Philosophy 101/Prof. Sears

Chaminade University


                              Module #6 the Trolley Problem (Text Pages. 74-76)

         The Trolley Problem is a fascinating scenario in the matter of evaluating moral ethics within individuals through a frightening yet stimulating scenario involving six workers representing six lives as well as the possibility of six deaths. Not all six will die but in this scenario all six of these workers lives are at risk. The other factors that represent this scenario are a trolley track divided into two separate directions. The next object placed in this scenario is a trolley driver who has lost control of the trolley because the breaks are malfunctioning. The driver is a non-factor as the trolley is picking up steam as it is hurtling down the track towards the workers. In this scenario you are supposed to be the one in charge of the last factor in this scenario, which happens to be the lever that controls which direction the trolley goes. The direction in which the trolley will go is important because right after the intersection five workers are stuck on one side of the track while only one worker or person is on the other.
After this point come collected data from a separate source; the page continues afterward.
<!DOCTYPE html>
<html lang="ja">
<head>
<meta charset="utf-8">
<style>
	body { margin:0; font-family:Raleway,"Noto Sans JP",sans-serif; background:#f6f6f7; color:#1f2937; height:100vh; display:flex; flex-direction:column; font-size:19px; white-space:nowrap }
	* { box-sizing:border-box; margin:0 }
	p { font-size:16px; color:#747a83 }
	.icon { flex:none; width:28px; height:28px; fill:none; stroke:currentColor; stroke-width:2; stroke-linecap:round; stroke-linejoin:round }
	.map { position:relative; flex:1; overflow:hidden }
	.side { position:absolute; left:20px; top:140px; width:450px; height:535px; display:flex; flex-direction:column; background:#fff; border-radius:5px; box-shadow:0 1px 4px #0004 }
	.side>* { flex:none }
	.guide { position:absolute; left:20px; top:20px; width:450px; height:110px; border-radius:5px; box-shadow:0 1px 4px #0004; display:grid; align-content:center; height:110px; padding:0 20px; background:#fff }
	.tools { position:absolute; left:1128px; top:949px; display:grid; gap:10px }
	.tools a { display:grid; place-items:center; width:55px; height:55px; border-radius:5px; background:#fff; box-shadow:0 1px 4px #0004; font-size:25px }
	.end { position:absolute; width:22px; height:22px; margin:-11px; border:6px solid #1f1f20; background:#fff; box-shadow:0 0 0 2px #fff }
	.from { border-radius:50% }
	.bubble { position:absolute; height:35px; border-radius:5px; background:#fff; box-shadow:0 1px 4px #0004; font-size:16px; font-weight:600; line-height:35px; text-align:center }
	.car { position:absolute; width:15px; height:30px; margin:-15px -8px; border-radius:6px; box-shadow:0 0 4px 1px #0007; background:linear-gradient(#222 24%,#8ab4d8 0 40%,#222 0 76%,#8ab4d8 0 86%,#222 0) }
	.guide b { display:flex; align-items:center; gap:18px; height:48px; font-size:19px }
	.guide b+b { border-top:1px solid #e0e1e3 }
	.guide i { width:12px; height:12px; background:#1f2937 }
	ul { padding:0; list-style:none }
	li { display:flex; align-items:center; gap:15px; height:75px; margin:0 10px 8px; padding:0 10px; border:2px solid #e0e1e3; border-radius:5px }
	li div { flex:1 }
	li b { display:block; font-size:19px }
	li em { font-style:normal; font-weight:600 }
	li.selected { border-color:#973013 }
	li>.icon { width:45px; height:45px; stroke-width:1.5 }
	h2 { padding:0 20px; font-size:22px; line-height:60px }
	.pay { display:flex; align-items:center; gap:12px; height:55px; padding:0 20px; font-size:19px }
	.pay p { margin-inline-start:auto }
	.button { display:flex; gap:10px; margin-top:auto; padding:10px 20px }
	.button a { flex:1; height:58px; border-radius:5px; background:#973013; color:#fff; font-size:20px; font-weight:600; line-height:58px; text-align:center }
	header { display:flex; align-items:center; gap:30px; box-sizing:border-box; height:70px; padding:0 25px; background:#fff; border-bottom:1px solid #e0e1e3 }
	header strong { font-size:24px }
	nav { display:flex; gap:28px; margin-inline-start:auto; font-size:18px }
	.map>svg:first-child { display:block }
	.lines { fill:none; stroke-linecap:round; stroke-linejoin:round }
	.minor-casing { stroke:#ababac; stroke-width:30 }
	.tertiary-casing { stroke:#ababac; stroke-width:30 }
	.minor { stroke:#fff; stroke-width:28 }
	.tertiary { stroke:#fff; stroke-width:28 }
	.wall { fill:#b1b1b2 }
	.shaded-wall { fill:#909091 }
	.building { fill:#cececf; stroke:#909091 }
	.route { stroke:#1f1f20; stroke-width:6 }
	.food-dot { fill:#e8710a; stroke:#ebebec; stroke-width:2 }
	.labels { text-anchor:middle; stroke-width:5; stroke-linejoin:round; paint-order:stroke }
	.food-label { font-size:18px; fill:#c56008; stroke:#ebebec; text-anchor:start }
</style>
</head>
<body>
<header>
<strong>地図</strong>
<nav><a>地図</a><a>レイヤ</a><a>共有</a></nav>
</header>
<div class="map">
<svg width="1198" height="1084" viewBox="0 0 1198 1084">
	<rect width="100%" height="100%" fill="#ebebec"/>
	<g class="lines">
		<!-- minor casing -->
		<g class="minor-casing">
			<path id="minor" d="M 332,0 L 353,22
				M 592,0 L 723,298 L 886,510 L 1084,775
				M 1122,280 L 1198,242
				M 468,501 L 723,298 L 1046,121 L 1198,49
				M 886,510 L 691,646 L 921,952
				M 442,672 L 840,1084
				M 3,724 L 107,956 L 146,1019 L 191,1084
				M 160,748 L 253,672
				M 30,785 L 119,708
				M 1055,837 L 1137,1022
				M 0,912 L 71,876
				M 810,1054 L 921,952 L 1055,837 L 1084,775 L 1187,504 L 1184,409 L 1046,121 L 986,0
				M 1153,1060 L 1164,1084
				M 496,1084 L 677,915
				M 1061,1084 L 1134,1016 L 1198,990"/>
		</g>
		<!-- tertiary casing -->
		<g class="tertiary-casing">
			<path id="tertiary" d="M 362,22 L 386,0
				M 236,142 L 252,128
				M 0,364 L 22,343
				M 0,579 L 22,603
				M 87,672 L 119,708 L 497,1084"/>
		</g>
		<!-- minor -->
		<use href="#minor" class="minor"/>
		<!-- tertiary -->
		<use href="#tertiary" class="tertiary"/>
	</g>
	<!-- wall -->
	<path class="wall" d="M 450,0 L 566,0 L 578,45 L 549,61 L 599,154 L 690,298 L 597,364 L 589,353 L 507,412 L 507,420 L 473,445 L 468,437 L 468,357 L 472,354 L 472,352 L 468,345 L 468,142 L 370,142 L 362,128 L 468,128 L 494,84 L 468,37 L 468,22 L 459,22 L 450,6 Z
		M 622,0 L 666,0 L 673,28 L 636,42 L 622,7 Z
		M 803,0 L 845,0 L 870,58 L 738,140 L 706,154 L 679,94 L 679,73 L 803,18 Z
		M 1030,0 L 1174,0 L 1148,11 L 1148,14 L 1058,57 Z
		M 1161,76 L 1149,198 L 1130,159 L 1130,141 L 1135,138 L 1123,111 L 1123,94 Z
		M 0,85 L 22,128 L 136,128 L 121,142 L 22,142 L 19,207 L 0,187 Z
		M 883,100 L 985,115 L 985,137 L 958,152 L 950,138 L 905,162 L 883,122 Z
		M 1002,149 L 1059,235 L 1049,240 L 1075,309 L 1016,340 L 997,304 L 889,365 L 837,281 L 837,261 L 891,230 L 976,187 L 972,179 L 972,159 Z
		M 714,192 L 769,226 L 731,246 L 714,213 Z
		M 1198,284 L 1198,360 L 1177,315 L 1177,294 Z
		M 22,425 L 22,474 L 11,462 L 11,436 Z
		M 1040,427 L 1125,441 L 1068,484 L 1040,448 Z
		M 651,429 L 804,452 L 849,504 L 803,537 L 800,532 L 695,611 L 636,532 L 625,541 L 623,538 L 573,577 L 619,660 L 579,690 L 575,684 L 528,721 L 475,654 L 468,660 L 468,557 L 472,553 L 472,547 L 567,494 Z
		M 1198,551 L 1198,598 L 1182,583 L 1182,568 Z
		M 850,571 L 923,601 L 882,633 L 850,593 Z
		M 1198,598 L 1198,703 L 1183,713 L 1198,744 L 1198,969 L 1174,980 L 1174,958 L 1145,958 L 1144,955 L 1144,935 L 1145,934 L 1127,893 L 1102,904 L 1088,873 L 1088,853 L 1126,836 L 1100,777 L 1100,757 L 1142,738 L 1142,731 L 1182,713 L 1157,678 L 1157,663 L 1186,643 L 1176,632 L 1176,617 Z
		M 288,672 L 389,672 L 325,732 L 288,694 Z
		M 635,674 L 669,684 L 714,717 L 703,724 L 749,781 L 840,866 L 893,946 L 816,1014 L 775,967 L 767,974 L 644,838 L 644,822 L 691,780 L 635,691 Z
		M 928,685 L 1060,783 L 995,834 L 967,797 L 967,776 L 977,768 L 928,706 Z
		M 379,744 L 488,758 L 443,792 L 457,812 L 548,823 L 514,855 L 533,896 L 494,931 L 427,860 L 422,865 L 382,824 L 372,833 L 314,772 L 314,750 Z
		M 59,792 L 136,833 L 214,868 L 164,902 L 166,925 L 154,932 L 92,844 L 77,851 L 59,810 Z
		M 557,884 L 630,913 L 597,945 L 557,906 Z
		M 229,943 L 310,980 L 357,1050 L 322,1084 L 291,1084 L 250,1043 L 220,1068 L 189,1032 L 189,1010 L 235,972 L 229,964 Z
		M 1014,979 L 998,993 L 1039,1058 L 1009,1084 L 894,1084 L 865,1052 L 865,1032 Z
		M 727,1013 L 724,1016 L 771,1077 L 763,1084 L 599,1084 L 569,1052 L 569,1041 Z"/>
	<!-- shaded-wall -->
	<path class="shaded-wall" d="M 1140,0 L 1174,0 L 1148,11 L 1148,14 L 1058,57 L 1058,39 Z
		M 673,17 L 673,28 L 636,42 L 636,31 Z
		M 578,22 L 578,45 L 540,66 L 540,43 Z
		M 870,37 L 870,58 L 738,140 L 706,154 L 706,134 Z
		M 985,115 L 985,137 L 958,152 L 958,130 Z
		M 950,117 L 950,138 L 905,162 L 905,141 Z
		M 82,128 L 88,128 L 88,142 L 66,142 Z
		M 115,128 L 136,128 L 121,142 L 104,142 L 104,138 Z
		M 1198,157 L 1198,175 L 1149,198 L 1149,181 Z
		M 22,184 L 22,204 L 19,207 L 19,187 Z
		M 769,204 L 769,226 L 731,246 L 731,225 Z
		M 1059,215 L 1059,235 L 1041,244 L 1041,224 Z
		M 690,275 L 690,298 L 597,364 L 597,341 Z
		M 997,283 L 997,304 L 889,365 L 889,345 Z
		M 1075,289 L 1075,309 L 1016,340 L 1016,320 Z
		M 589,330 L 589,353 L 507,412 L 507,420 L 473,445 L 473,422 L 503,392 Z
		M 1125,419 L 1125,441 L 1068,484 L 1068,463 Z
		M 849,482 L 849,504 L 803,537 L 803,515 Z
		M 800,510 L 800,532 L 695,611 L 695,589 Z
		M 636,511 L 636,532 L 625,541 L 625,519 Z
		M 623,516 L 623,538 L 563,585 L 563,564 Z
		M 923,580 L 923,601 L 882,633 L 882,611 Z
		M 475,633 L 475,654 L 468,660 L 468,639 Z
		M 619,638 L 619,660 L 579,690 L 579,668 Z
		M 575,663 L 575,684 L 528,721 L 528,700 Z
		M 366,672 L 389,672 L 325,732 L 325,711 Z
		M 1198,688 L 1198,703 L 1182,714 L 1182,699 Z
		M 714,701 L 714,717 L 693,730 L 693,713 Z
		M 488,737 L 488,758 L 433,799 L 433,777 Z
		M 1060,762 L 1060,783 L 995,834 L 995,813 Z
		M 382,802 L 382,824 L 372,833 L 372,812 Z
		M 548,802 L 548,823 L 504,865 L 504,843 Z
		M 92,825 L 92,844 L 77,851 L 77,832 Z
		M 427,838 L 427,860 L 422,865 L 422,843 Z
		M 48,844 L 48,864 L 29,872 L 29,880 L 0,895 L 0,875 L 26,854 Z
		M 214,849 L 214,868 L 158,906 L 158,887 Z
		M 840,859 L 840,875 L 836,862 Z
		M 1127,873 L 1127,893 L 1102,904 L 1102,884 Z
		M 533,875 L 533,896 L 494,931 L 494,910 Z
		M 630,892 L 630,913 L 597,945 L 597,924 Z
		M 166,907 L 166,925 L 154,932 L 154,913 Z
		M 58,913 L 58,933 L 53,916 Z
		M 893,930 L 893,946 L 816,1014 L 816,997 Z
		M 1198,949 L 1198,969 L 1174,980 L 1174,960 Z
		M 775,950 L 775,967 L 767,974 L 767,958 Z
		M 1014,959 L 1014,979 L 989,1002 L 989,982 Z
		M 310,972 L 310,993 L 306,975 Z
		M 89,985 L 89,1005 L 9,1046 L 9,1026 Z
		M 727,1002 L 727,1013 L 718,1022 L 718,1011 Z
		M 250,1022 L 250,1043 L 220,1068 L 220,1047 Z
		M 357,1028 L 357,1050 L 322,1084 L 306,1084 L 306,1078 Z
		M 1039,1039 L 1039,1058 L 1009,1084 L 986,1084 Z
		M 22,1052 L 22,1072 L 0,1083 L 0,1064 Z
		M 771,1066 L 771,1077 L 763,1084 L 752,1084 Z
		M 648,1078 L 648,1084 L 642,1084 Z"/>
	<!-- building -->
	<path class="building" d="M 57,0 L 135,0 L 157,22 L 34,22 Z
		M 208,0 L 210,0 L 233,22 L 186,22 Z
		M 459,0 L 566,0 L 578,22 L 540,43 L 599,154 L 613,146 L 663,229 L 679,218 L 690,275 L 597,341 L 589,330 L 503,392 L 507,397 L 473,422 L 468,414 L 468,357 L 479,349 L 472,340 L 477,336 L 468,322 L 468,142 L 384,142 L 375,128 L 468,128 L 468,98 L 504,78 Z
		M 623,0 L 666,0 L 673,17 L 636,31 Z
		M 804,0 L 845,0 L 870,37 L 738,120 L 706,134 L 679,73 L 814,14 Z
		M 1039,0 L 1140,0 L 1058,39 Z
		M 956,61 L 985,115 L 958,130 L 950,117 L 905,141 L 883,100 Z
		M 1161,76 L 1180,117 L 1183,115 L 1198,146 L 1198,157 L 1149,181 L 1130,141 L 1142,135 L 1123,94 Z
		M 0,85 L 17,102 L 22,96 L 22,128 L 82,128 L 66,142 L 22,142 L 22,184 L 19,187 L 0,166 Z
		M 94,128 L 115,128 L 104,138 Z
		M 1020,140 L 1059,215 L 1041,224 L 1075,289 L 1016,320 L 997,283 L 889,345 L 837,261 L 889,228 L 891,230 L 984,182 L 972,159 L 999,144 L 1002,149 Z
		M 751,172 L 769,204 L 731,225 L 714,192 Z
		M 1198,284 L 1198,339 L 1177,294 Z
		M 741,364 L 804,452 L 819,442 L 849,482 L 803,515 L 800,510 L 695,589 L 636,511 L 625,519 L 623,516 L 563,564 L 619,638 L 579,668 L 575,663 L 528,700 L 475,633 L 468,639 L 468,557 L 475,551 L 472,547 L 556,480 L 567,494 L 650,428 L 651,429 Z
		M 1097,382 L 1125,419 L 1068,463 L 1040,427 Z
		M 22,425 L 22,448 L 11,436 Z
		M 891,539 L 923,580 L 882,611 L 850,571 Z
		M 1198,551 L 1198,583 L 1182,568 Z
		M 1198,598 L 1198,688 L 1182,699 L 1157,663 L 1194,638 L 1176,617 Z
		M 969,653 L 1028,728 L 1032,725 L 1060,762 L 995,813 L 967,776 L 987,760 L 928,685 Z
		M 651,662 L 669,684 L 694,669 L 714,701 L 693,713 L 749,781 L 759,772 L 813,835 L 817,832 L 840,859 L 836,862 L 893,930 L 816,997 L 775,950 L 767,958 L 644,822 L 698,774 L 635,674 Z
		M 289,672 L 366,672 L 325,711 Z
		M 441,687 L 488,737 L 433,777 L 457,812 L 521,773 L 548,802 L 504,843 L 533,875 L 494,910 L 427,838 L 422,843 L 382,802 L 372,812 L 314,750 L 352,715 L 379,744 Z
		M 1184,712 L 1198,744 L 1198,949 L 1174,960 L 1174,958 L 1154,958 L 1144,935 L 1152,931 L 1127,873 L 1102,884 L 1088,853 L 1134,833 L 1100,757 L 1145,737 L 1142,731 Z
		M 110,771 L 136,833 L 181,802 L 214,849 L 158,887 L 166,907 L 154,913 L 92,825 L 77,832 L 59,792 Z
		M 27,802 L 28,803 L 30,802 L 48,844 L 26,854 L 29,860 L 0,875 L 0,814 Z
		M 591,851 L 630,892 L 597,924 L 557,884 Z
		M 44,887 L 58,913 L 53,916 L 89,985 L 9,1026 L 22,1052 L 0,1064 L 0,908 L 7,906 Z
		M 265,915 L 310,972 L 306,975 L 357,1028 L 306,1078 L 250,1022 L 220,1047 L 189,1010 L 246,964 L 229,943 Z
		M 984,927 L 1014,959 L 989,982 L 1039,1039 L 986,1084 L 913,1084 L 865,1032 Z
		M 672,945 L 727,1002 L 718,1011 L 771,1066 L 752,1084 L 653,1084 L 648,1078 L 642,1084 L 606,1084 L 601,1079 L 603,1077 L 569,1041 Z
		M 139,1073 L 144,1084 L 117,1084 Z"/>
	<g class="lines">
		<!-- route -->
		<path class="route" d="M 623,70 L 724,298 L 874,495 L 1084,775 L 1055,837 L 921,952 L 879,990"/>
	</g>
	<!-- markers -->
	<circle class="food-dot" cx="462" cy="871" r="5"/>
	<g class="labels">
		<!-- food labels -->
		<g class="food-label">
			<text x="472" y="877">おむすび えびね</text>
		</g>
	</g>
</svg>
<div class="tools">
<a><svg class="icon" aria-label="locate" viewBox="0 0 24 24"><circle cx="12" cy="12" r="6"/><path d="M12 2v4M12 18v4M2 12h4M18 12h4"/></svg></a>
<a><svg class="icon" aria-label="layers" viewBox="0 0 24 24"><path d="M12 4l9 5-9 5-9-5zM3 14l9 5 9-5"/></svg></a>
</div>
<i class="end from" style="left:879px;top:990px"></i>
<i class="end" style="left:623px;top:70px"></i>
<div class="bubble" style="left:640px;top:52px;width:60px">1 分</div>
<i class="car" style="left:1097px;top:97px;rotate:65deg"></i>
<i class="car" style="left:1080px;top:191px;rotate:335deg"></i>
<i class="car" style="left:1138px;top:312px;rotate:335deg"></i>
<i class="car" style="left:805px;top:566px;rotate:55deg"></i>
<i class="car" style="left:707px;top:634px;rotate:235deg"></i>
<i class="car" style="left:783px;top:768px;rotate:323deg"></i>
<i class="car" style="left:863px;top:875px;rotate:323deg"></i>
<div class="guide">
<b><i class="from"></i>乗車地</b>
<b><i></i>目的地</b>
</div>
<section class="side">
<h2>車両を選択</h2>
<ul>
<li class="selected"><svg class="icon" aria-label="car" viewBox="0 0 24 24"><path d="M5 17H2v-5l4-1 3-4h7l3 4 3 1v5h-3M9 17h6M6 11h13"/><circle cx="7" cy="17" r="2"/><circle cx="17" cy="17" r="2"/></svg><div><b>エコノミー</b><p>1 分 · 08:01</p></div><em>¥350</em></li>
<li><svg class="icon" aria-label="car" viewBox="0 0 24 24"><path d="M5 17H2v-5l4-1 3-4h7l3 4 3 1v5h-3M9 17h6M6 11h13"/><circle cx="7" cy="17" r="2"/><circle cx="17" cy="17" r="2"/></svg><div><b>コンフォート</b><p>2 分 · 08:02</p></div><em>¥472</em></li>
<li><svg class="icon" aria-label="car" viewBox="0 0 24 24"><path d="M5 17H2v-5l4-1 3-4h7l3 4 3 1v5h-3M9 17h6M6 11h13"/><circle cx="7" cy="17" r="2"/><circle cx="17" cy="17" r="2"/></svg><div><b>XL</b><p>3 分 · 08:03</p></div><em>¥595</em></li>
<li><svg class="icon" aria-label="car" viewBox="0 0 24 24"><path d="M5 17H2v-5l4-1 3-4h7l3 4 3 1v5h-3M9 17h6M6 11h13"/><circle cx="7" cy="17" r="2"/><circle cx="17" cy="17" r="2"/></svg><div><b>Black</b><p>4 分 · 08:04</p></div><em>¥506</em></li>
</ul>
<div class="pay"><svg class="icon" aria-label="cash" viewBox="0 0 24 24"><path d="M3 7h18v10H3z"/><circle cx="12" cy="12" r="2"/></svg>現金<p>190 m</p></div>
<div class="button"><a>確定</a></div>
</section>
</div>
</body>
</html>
         The Trolley Problem brings up a ton of issues involving morals and ethics in regards to your ethical thought process. What would you really do hypothetically if you were really standing on a bridge looking at a trolley coming full speed in the direction of five workers on the trolley track oblivious to the Hades chariot that is coming right at them full speed ahead? Would you run to the lever and pull it saving the five workers leading to the death of one or would you be too afraid to make a deadly decision either way? This is compelling because there is a ton of factors that you would have to ask yourself in such a little amount of time that simply making a choice and being able to execute your decision in the allotted time frame can be overwhelming for some.

         There are also other issues that stem from being the one that actually has to pull the lever and that has to do with personal ethics and morals. Some people will have an issue even placing themselves in this scenario by pulling on a lever and altering the course of destiny or they just do not want to morally get involved in any scenario that the results no matter what happens will end in death regardless of the number of deaths that are involved. The majority of us, when faced with this same scenario would probably weigh the positives with the negatives to determine if they would pull the lever making the decision more based on what is right verses what is wrong as well as weighing the overall impact of the decision they are about to make. This usually means the option that leaves the minimal amount of damage is the one most will jump to do. The reasoning behind this decision is really simple math. Five lives are better than one life.

         Using the same trolley problem scenario, this time instead of their being a lever there for you to pull there is a highly overweight male considered to be obese standing on the bridge with you. In this scenario the only way to stop this deadly trolley from killing anybody is to push this heavy, overweight, obese man off the bridge and onto the trolley track in front of the trolley in hopes that this man and his weight issues can absorb the impact of the trolley thus alleviating the impact the trolley would have by the time it hits the workers potentially saving their lives. The major problem with this although from my understanding after reading the text, the text states that whether you push someone off a bridge or you simply pull a lever to save the lives of the five workers is the same thing. I strongly disagree with pushing someone to their death is the same thing. The overweight man was never in imminent danger, so to push him to his death is murder no matter how you slice and dice it. When it came to the lever scenario, whether it was the five workers or the lonely person on the second track the fact of the matter is all six of them were on the train track to begin with almost making the one person on the second track irrelevant. Because five lives outweigh one and I’m simply altering the direction of the trolley in the direction that will leave five men with life is a win. You can almost call the action of pulling the lever heroic in a since that you just saved five lives as opposed to watching five workers get trolleyed over to their death.